§ **Your assignment**:
Give back each line of the material that contains the word "function".

[Data supplied Boundary: Start]

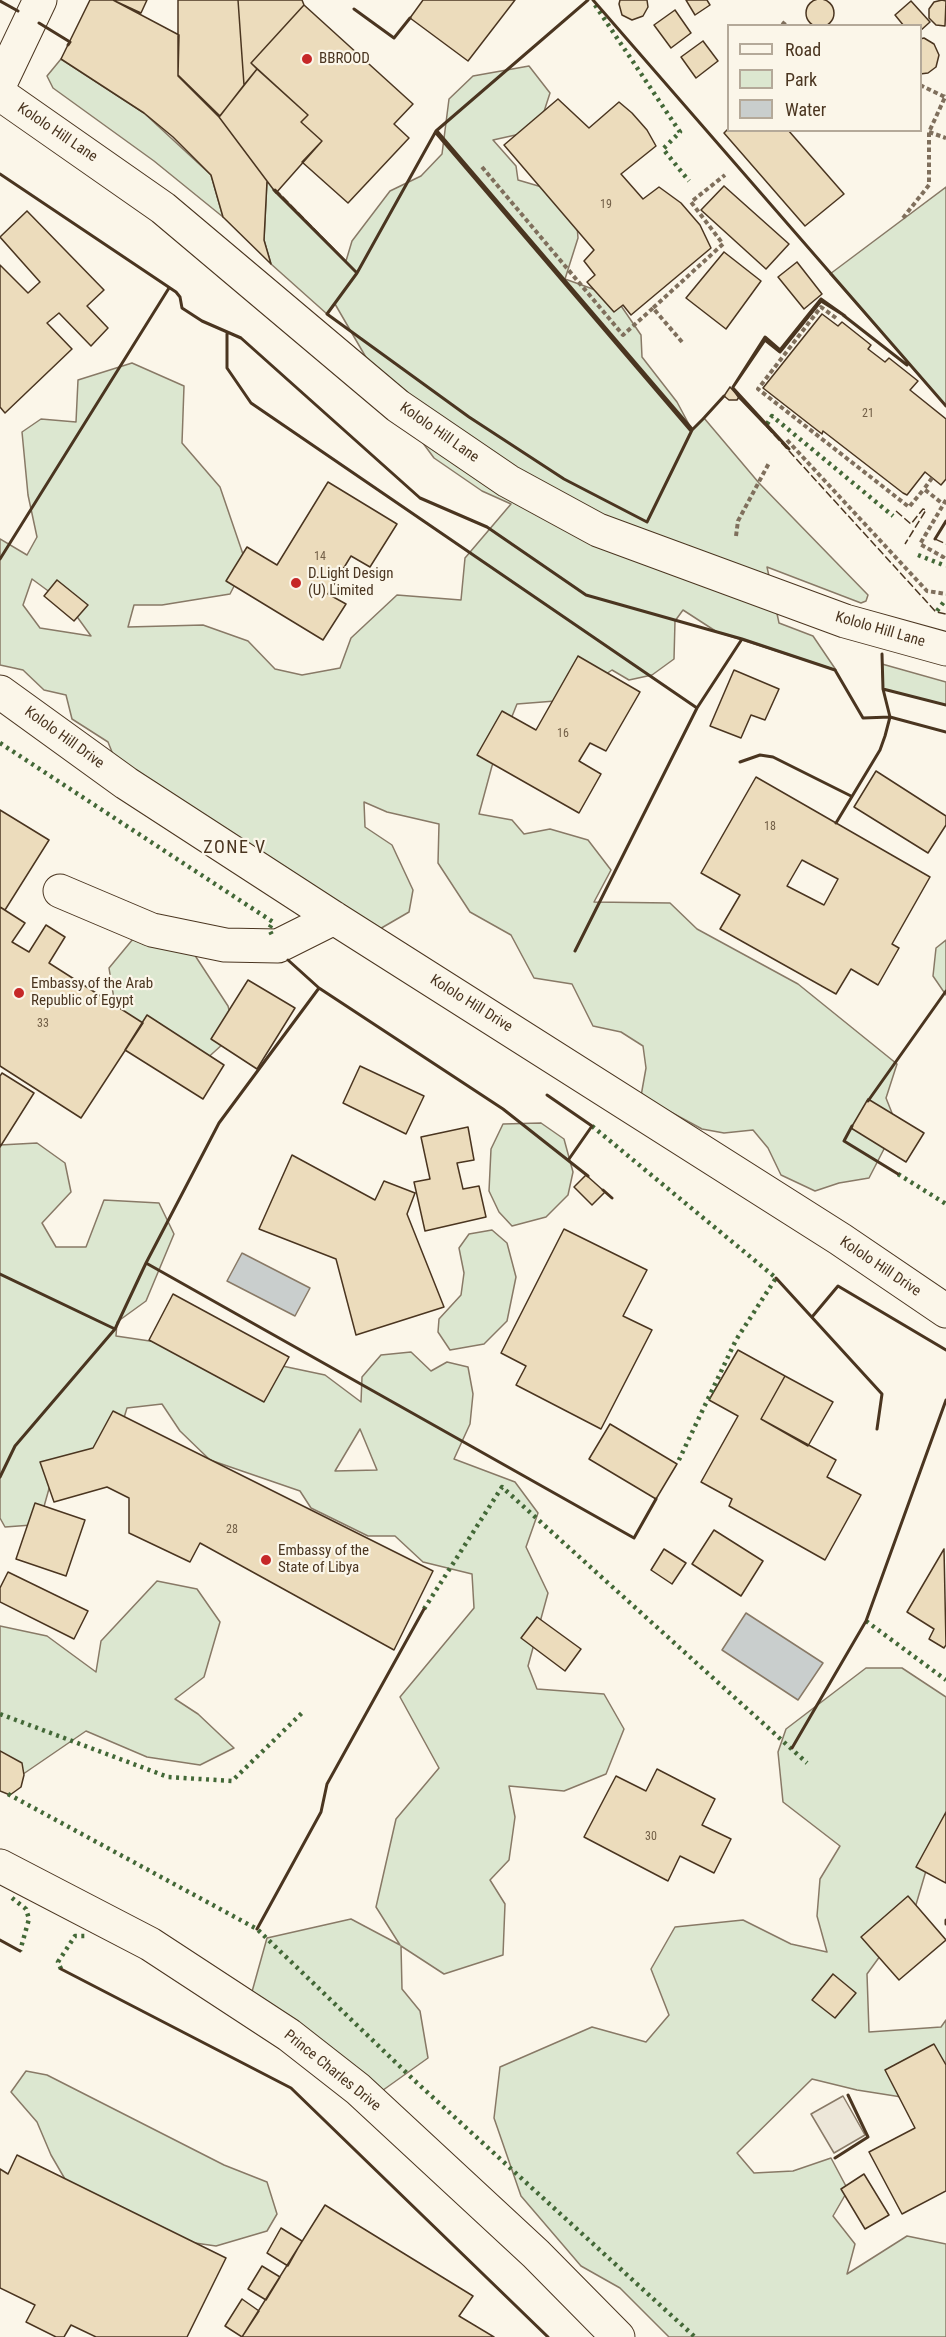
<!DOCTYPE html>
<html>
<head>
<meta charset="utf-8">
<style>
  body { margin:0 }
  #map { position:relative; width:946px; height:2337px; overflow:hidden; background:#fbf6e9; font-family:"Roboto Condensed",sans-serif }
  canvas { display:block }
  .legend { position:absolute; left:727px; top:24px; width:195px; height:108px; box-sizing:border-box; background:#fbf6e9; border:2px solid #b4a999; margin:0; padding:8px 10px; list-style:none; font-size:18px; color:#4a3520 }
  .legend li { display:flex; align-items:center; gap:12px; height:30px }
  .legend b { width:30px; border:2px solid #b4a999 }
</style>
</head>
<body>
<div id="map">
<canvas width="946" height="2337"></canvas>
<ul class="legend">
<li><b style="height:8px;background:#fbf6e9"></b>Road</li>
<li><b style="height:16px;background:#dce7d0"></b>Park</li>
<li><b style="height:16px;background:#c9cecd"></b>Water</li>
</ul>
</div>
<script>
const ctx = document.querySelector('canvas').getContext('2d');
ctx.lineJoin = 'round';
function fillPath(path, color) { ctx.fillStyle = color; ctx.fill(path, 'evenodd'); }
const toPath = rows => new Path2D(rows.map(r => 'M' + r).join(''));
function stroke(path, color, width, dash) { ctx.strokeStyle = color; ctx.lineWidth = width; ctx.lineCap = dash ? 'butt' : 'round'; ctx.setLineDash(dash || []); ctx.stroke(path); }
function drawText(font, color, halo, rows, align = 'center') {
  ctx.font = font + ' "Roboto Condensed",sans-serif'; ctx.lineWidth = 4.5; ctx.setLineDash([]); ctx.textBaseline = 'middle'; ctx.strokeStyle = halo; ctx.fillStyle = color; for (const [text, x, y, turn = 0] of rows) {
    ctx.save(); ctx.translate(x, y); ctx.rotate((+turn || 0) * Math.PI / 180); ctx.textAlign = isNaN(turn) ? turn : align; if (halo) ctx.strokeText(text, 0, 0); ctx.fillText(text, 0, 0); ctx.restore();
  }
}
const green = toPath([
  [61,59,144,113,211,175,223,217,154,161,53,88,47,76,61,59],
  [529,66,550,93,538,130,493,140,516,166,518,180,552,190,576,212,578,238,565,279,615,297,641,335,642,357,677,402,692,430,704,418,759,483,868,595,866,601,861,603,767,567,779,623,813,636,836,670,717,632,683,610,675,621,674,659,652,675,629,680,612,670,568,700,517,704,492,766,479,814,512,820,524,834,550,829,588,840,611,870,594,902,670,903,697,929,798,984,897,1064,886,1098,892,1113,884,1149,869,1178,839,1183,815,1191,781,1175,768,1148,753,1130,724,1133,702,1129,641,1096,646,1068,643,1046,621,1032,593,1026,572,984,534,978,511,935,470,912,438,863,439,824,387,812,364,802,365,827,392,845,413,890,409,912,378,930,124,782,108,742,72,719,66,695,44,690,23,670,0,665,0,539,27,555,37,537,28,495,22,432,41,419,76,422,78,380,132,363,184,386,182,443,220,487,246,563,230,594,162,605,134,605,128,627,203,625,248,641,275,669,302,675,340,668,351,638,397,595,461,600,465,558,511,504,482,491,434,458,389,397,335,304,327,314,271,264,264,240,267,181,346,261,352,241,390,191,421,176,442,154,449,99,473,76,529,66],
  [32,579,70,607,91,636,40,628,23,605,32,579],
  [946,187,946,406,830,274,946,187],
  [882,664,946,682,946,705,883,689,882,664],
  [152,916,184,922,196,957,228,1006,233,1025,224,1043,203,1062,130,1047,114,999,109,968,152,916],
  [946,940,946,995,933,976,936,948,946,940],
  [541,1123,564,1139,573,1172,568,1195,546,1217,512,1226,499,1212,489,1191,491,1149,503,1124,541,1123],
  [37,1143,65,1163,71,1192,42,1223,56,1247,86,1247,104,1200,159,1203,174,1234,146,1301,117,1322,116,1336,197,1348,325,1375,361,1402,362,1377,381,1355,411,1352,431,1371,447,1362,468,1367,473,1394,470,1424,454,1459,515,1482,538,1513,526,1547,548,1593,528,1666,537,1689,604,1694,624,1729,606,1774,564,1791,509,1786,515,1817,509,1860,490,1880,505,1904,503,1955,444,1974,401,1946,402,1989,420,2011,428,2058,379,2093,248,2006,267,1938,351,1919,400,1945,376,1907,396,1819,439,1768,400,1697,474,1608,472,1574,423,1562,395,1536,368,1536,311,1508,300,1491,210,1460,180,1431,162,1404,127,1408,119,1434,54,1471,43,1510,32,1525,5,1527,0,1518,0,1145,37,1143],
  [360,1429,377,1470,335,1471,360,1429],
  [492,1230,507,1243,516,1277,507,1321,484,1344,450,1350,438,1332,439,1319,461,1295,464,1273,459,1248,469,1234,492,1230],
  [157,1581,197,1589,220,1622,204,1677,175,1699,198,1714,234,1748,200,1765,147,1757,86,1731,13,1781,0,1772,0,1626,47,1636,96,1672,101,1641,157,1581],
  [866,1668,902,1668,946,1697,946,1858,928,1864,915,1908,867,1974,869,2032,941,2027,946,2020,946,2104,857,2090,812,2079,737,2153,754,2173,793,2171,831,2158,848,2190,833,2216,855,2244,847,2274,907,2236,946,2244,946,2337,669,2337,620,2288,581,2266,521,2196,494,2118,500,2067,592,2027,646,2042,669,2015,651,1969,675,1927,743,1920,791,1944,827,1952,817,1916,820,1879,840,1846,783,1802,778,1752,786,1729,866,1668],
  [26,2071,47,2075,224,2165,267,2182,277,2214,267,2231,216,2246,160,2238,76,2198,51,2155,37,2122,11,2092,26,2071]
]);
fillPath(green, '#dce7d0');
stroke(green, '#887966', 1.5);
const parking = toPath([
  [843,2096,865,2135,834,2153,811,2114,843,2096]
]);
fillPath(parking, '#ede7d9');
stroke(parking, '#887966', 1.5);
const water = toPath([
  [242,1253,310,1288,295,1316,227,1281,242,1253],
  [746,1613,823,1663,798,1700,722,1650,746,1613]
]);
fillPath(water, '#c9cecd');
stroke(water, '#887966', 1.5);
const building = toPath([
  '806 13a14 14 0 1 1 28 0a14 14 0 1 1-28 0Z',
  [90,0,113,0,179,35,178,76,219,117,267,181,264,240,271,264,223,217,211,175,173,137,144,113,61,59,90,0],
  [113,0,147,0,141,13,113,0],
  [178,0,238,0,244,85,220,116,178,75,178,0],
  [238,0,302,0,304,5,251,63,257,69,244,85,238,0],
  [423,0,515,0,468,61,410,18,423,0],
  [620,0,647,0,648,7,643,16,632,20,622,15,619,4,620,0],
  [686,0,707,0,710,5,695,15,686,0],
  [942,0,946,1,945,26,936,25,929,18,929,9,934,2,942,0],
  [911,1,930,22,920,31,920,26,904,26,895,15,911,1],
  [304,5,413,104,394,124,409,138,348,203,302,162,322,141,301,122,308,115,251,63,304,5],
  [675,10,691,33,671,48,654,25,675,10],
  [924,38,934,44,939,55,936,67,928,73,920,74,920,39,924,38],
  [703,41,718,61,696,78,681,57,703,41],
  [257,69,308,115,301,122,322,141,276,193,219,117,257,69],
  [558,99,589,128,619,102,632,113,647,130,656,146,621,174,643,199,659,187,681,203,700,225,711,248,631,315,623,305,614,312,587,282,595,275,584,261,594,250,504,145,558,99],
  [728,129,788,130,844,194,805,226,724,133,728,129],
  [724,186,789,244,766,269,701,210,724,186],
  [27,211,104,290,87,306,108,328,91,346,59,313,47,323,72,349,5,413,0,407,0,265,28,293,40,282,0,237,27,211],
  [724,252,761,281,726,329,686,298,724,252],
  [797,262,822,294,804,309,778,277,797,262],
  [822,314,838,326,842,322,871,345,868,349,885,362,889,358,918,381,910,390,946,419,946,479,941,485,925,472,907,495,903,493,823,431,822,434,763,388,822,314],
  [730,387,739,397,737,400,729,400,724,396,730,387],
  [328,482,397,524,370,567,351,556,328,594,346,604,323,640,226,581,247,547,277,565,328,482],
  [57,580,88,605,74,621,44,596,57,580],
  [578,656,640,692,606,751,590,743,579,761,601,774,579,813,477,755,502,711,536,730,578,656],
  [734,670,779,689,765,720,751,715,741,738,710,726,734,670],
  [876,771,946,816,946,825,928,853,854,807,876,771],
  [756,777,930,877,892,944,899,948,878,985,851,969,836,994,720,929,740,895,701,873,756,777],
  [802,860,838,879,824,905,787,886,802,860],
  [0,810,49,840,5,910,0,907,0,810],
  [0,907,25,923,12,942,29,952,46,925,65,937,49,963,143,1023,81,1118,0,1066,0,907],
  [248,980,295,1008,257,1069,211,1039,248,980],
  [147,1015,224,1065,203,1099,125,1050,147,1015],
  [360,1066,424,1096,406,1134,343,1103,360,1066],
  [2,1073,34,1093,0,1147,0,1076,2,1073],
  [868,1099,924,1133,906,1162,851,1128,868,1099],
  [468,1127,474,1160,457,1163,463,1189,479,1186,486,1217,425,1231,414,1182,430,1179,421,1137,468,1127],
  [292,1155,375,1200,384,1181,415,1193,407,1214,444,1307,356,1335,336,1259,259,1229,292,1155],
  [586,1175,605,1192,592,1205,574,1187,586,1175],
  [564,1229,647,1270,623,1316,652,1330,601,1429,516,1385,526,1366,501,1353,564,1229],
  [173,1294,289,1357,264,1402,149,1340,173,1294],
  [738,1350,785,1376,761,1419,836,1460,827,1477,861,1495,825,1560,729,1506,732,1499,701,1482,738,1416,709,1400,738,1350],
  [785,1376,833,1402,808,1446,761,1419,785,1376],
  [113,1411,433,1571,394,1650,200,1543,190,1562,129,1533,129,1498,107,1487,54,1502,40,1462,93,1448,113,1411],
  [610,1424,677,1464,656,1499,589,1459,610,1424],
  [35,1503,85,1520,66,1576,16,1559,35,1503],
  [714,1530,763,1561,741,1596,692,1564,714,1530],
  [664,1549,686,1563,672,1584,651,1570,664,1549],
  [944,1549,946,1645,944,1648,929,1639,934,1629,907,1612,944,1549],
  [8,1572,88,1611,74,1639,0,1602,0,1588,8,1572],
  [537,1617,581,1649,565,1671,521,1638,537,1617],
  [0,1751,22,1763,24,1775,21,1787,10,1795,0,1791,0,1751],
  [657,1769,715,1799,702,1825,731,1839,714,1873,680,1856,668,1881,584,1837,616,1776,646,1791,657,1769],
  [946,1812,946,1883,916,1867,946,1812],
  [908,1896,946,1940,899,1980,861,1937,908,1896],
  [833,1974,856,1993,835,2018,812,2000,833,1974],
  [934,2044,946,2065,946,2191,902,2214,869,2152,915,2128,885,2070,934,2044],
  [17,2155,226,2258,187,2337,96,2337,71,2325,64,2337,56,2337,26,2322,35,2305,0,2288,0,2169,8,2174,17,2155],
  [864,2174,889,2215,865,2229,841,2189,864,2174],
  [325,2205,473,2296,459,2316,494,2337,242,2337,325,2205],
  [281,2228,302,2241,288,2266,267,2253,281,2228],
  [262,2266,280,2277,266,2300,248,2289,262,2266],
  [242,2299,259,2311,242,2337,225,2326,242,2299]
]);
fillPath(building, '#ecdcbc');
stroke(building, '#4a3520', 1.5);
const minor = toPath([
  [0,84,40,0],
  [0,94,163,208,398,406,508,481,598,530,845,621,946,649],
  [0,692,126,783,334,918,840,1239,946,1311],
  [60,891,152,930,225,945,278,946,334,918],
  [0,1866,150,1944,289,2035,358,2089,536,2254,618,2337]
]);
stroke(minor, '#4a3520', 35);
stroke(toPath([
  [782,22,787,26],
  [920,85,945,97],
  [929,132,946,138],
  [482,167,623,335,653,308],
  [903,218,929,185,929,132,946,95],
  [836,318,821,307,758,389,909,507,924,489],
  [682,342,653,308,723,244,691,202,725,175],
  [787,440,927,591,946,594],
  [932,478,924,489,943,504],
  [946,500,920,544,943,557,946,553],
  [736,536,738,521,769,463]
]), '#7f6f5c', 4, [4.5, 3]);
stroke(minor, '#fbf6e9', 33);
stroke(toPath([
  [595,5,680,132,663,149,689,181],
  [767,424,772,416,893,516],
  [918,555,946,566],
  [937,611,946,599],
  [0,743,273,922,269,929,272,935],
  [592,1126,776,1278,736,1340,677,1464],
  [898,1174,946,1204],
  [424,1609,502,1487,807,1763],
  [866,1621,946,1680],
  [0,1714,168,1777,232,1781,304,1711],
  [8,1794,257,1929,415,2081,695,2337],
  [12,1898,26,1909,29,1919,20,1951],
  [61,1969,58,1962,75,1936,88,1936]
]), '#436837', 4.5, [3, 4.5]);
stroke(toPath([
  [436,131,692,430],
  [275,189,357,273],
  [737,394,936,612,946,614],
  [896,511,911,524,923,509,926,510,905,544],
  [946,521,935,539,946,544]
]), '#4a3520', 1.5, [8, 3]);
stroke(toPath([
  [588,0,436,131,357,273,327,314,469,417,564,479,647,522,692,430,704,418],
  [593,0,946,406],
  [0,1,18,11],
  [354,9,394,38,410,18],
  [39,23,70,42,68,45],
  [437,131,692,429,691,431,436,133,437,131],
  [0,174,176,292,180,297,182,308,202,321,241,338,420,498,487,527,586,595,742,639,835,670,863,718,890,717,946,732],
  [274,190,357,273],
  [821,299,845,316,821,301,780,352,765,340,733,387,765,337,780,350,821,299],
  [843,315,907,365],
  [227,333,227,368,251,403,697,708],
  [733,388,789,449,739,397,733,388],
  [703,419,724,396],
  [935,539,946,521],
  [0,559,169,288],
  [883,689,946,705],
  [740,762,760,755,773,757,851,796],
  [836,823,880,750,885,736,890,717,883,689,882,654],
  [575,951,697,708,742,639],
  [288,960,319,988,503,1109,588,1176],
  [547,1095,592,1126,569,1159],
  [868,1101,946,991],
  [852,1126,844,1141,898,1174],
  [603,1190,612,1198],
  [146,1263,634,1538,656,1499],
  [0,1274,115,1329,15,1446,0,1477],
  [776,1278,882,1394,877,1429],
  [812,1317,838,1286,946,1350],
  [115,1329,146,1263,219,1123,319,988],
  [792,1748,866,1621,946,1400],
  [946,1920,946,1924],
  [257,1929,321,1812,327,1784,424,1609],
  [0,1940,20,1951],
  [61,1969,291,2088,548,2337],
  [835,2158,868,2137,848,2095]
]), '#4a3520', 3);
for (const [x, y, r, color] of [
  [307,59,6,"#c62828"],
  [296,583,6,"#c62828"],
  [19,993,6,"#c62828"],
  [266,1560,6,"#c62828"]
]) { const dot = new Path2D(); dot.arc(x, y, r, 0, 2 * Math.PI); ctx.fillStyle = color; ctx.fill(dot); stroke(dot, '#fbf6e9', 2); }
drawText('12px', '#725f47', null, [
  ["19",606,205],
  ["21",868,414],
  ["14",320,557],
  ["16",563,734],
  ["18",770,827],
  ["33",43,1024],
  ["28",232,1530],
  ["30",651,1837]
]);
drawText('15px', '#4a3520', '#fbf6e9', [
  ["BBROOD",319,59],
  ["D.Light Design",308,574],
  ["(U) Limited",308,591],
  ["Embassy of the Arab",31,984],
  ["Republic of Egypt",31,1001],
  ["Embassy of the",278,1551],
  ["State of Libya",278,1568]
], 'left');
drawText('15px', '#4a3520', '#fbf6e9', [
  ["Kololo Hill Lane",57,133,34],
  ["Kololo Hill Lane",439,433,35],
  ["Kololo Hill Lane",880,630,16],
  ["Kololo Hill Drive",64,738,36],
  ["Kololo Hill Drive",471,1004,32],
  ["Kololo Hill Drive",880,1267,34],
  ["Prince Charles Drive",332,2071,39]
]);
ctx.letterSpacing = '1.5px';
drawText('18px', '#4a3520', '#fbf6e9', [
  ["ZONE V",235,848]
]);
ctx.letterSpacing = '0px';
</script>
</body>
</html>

[Data supplied Boundary: End]

§ **Response area**:
function fillPath(path, color) { ctx.fillStyle = color; ctx.fill(path, 'evenodd'); }
function stroke(path, color, width, dash) { ctx.strokeStyle = color; ctx.lineWidth = width; ctx.lineCap = dash ? 'butt' : 'round'; ctx.setLineDash(dash || []); ctx.stroke(path); }
function drawText(font, color, halo, rows, align = 'center') {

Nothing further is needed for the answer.